Requirement — Everything in the records must be reproduced exactly, except for the pictures.
- Opening Delimiter -
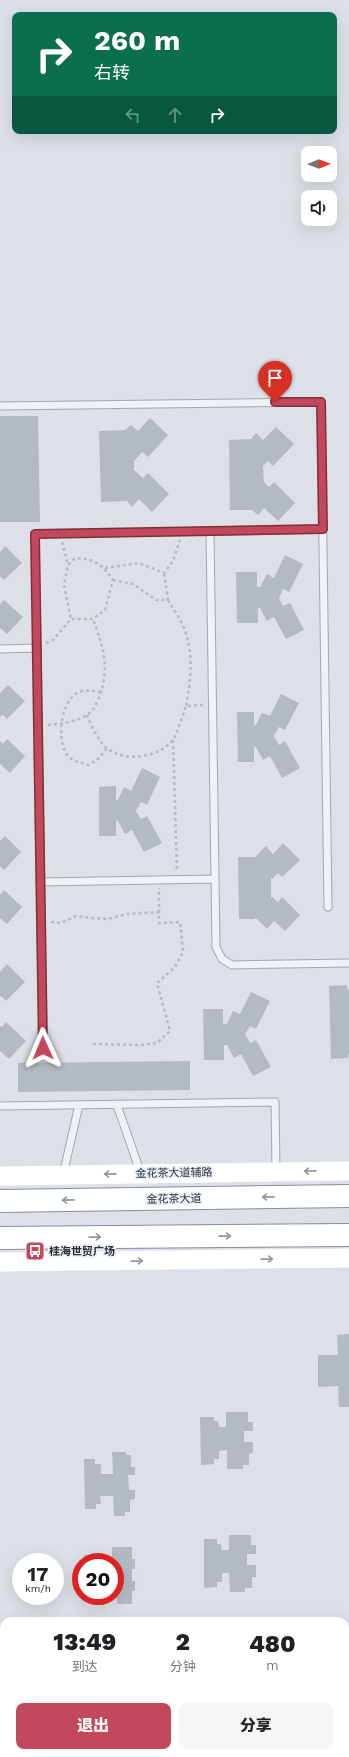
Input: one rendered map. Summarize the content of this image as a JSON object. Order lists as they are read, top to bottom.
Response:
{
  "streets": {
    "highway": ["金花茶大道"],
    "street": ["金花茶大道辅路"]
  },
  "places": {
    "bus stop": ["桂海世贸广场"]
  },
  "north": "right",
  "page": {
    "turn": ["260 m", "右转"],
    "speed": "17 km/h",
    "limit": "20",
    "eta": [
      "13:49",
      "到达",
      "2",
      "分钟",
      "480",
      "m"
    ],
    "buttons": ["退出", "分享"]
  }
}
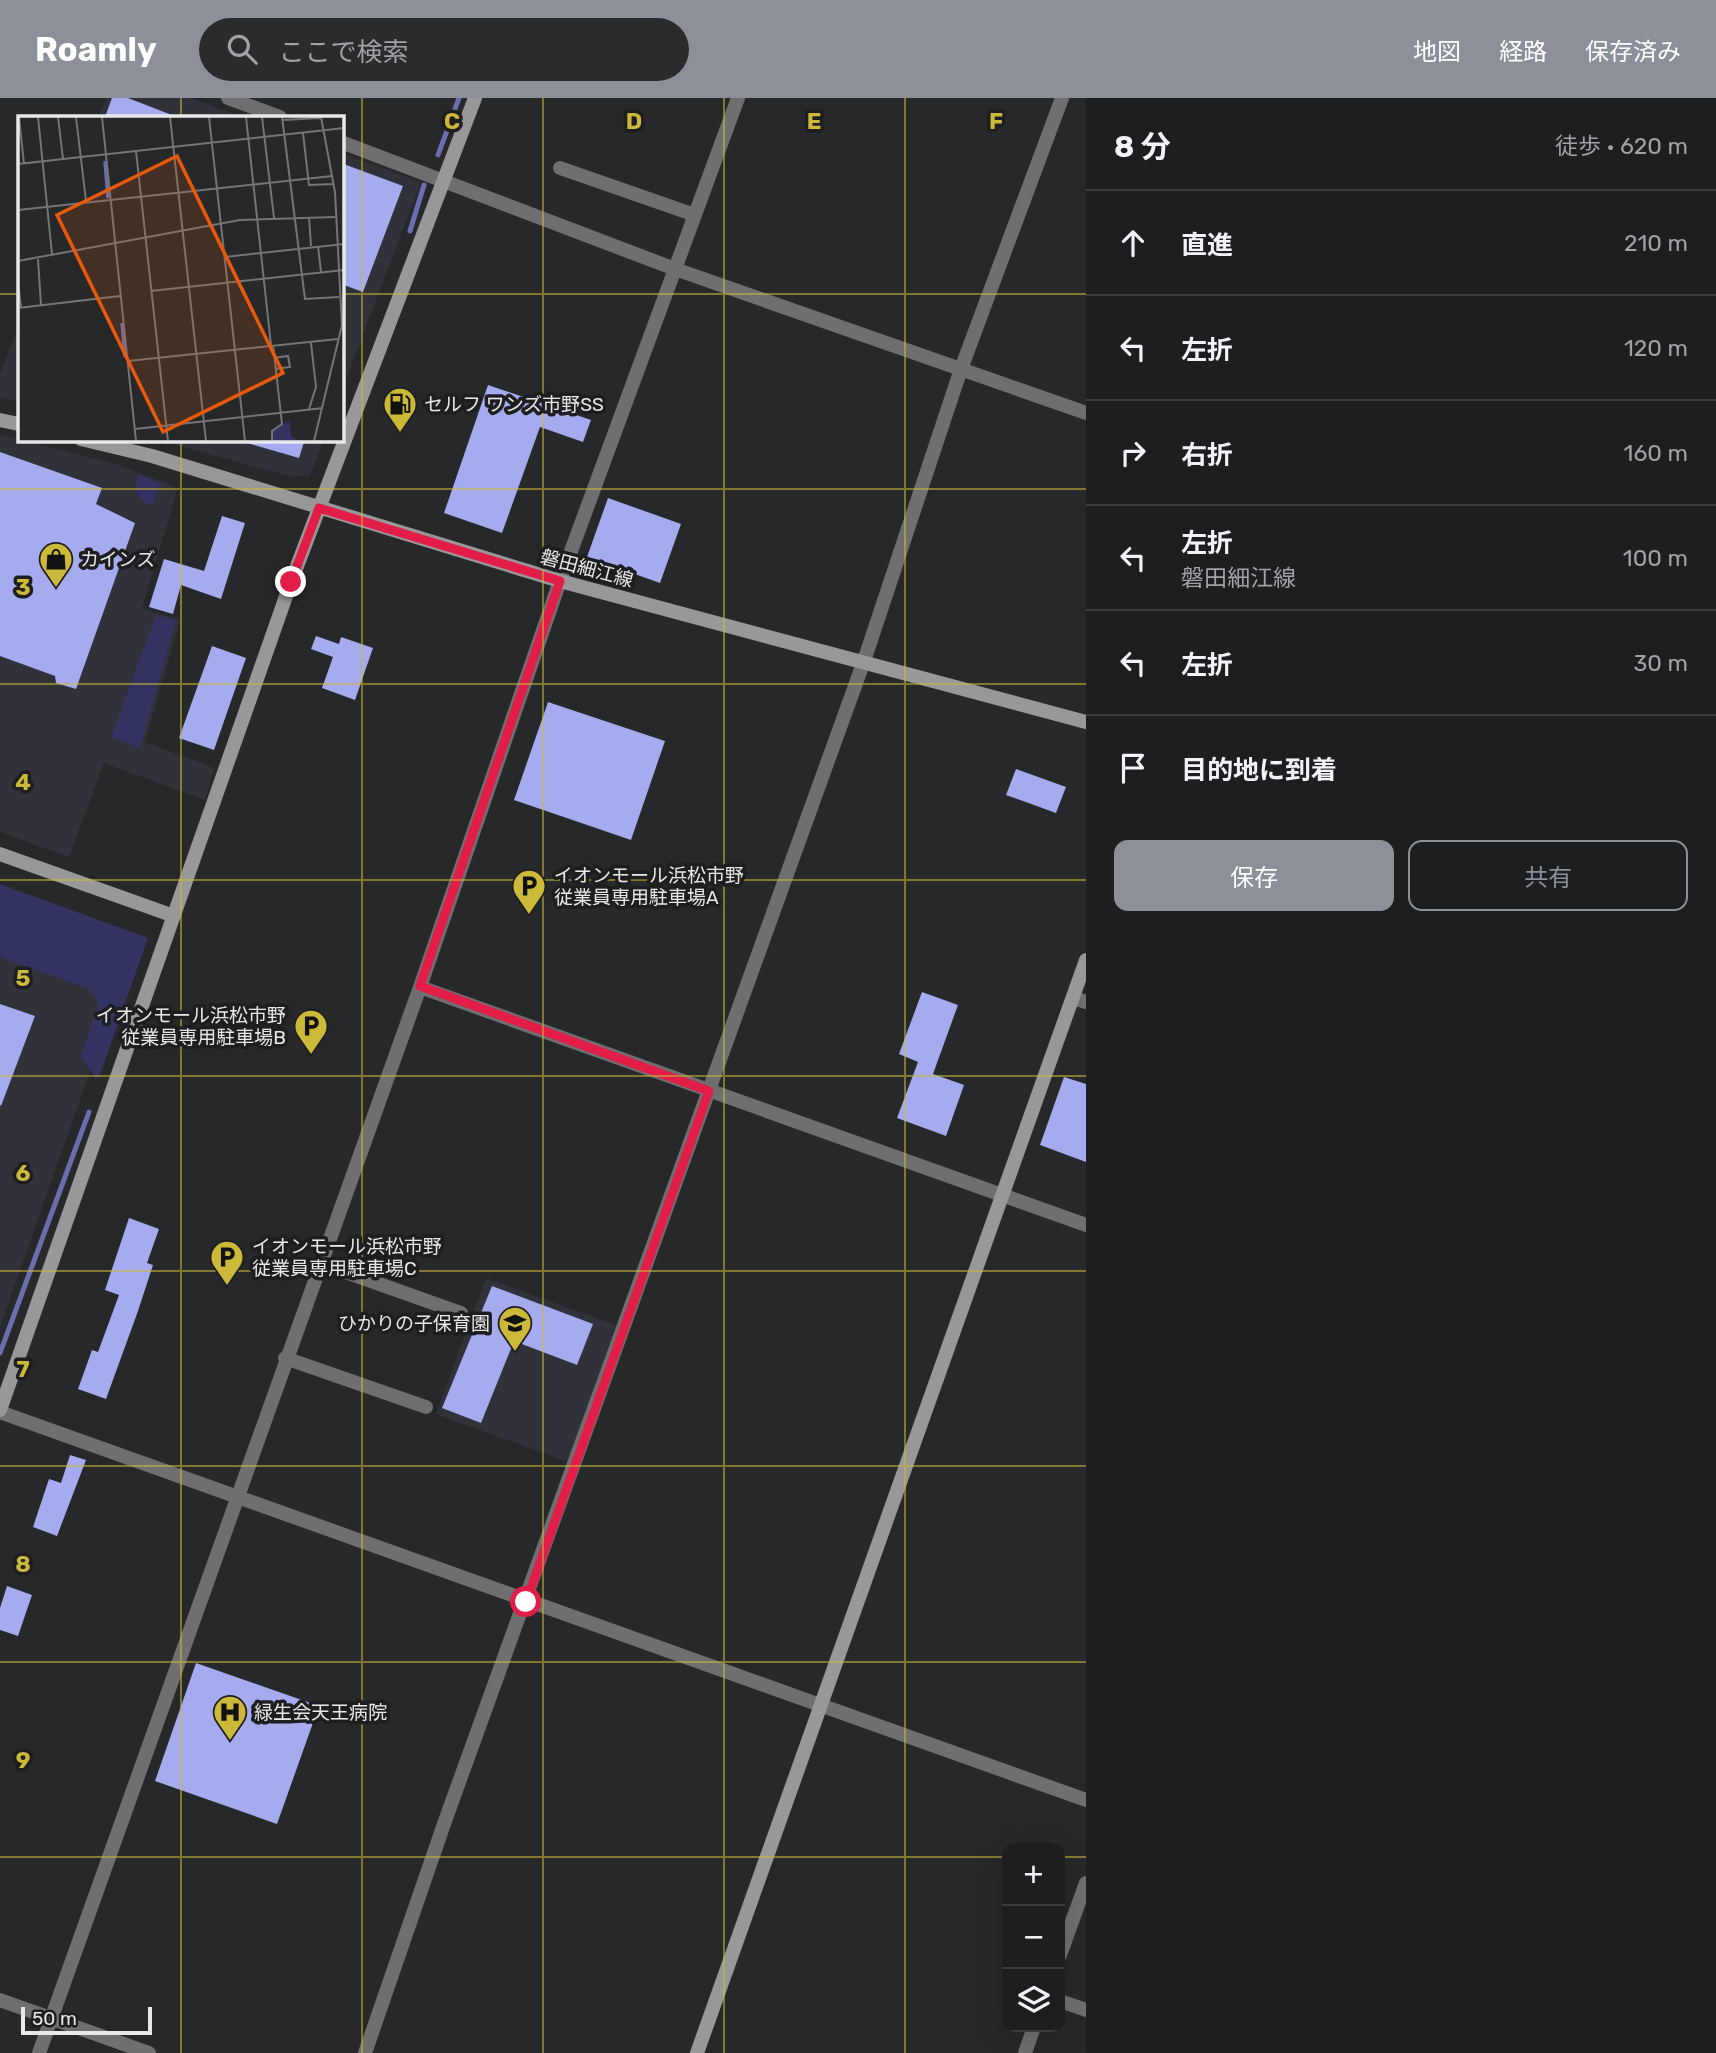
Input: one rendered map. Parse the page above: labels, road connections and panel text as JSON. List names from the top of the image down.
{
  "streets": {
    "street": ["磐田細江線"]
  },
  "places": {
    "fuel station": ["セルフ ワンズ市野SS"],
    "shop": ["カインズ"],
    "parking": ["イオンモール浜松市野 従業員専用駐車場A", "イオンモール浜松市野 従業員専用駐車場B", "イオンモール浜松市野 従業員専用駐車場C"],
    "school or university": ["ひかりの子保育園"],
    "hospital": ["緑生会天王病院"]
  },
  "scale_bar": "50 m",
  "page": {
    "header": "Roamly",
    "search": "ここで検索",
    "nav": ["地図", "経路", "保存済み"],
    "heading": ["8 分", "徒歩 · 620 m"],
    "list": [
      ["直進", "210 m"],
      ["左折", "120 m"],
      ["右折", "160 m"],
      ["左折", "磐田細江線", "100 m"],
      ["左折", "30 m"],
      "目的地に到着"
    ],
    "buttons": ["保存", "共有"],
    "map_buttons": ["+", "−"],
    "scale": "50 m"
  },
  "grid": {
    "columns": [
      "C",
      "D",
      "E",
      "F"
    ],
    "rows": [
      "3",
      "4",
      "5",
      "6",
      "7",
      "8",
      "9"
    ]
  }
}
- Closing Delimiter -
Exercise result —
Input: one rendered map. Summarize the content of this image as a JSON object. Order lists as they are read, top to bottom.
Response:
{
  "streets": {
    "highway": ["金花茶大道"],
    "street": ["金花茶大道辅路"]
  },
  "places": {
    "bus stop": ["桂海世贸广场"]
  },
  "north": "right",
  "page": {
    "turn": ["260 m", "右转"],
    "speed": "17 km/h",
    "limit": "20",
    "eta": [
      "13:49",
      "到达",
      "2",
      "分钟",
      "480",
      "m"
    ],
    "buttons": ["退出", "分享"]
  }
}
Input: one rendered map. Parse the page above: labels, road connections and panel text as JSON. List names from the top of the image down.
{
  "streets": {
    "street": ["磐田細江線"]
  },
  "places": {
    "fuel station": ["セルフ ワンズ市野SS"],
    "shop": ["カインズ"],
    "parking": ["イオンモール浜松市野 従業員専用駐車場A", "イオンモール浜松市野 従業員専用駐車場B", "イオンモール浜松市野 従業員専用駐車場C"],
    "school or university": ["ひかりの子保育園"],
    "hospital": ["緑生会天王病院"]
  },
  "scale_bar": "50 m",
  "page": {
    "header": "Roamly",
    "search": "ここで検索",
    "nav": ["地図", "経路", "保存済み"],
    "heading": ["8 分", "徒歩 · 620 m"],
    "list": [
      ["直進", "210 m"],
      ["左折", "120 m"],
      ["右折", "160 m"],
      ["左折", "磐田細江線", "100 m"],
      ["左折", "30 m"],
      "目的地に到着"
    ],
    "buttons": ["保存", "共有"],
    "map_buttons": ["+", "−"],
    "scale": "50 m"
  },
  "grid": {
    "columns": [
      "C",
      "D",
      "E",
      "F"
    ],
    "rows": [
      "3",
      "4",
      "5",
      "6",
      "7",
      "8",
      "9"
    ]
  }
}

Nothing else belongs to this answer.